(Problem statement): Set every entry down again, unchanged, picture-free.

(Input data):
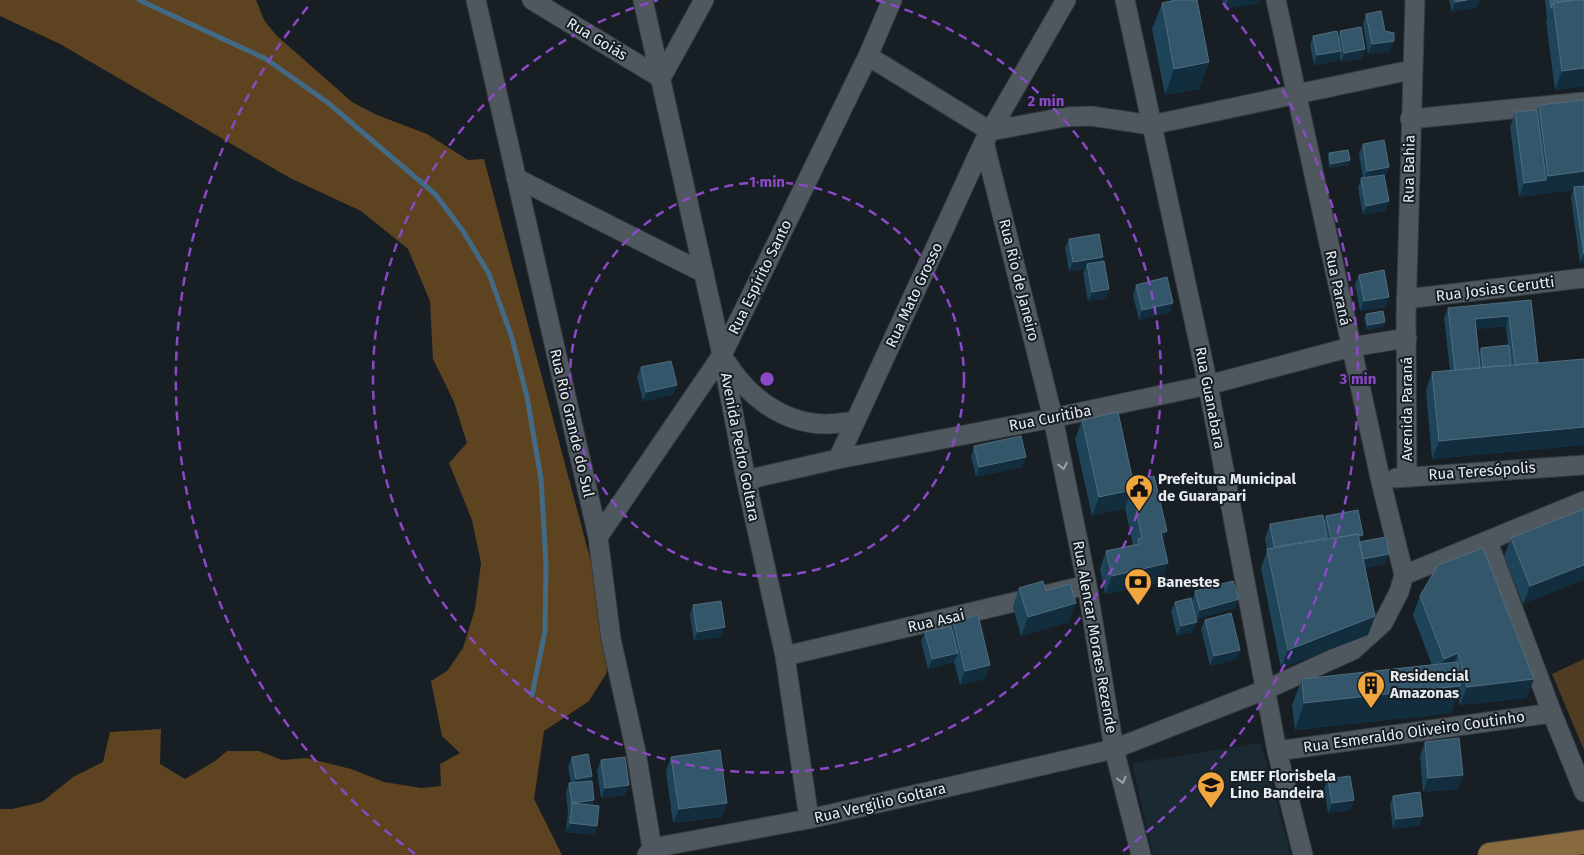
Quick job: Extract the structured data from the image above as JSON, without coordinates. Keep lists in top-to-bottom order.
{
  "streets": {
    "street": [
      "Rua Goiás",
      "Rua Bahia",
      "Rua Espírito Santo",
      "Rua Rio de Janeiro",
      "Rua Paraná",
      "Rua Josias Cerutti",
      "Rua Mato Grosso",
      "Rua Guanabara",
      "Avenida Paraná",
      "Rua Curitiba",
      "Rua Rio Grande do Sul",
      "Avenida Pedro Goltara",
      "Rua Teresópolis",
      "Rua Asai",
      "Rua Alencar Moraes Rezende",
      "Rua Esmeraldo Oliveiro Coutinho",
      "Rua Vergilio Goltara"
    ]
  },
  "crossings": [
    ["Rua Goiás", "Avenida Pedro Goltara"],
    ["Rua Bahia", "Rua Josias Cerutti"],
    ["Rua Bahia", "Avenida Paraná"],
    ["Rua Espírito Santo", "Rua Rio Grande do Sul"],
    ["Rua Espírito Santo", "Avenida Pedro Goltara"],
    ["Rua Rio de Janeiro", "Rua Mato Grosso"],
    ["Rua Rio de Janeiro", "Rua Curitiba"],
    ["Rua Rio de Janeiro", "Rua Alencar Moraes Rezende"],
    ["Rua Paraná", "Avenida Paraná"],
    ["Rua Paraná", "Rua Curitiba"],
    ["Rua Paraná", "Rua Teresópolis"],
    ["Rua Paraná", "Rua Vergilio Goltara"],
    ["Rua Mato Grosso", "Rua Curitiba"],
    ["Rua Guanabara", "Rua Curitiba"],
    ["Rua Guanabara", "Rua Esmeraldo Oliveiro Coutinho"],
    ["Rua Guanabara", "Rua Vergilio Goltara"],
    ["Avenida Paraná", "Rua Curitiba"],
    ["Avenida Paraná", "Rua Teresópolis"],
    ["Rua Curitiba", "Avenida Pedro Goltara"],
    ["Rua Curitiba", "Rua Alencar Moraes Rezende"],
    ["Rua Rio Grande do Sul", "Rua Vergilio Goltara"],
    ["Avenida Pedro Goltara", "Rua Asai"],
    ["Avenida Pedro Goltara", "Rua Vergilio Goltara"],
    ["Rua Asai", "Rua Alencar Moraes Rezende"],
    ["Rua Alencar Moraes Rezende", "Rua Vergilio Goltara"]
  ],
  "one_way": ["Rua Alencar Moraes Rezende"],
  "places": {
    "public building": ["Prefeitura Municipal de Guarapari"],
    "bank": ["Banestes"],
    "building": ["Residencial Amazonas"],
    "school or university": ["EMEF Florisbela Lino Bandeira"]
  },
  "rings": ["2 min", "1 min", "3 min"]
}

(Answer to this task):
Quick job: Extract the structured data from the image above as JSON, without coordinates. Keep lists in top-to-bottom order.
{
  "streets": {
    "street": [
      "Rua Goiás",
      "Rua Bahia",
      "Rua Espírito Santo",
      "Rua Rio de Janeiro",
      "Rua Paraná",
      "Rua Josias Cerutti",
      "Rua Mato Grosso",
      "Rua Guanabara",
      "Avenida Paraná",
      "Rua Curitiba",
      "Rua Rio Grande do Sul",
      "Avenida Pedro Goltara",
      "Rua Teresópolis",
      "Rua Asai",
      "Rua Alencar Moraes Rezende",
      "Rua Esmeraldo Oliveiro Coutinho",
      "Rua Vergilio Goltara"
    ]
  },
  "crossings": [
    ["Rua Goiás", "Avenida Pedro Goltara"],
    ["Rua Bahia", "Rua Josias Cerutti"],
    ["Rua Bahia", "Avenida Paraná"],
    ["Rua Espírito Santo", "Rua Rio Grande do Sul"],
    ["Rua Espírito Santo", "Avenida Pedro Goltara"],
    ["Rua Rio de Janeiro", "Rua Mato Grosso"],
    ["Rua Rio de Janeiro", "Rua Curitiba"],
    ["Rua Rio de Janeiro", "Rua Alencar Moraes Rezende"],
    ["Rua Paraná", "Avenida Paraná"],
    ["Rua Paraná", "Rua Curitiba"],
    ["Rua Paraná", "Rua Teresópolis"],
    ["Rua Paraná", "Rua Vergilio Goltara"],
    ["Rua Mato Grosso", "Rua Curitiba"],
    ["Rua Guanabara", "Rua Curitiba"],
    ["Rua Guanabara", "Rua Esmeraldo Oliveiro Coutinho"],
    ["Rua Guanabara", "Rua Vergilio Goltara"],
    ["Avenida Paraná", "Rua Curitiba"],
    ["Avenida Paraná", "Rua Teresópolis"],
    ["Rua Curitiba", "Avenida Pedro Goltara"],
    ["Rua Curitiba", "Rua Alencar Moraes Rezende"],
    ["Rua Rio Grande do Sul", "Rua Vergilio Goltara"],
    ["Avenida Pedro Goltara", "Rua Asai"],
    ["Avenida Pedro Goltara", "Rua Vergilio Goltara"],
    ["Rua Asai", "Rua Alencar Moraes Rezende"],
    ["Rua Alencar Moraes Rezende", "Rua Vergilio Goltara"]
  ],
  "one_way": ["Rua Alencar Moraes Rezende"],
  "places": {
    "public building": ["Prefeitura Municipal de Guarapari"],
    "bank": ["Banestes"],
    "building": ["Residencial Amazonas"],
    "school or university": ["EMEF Florisbela Lino Bandeira"]
  },
  "rings": ["2 min", "1 min", "3 min"]
}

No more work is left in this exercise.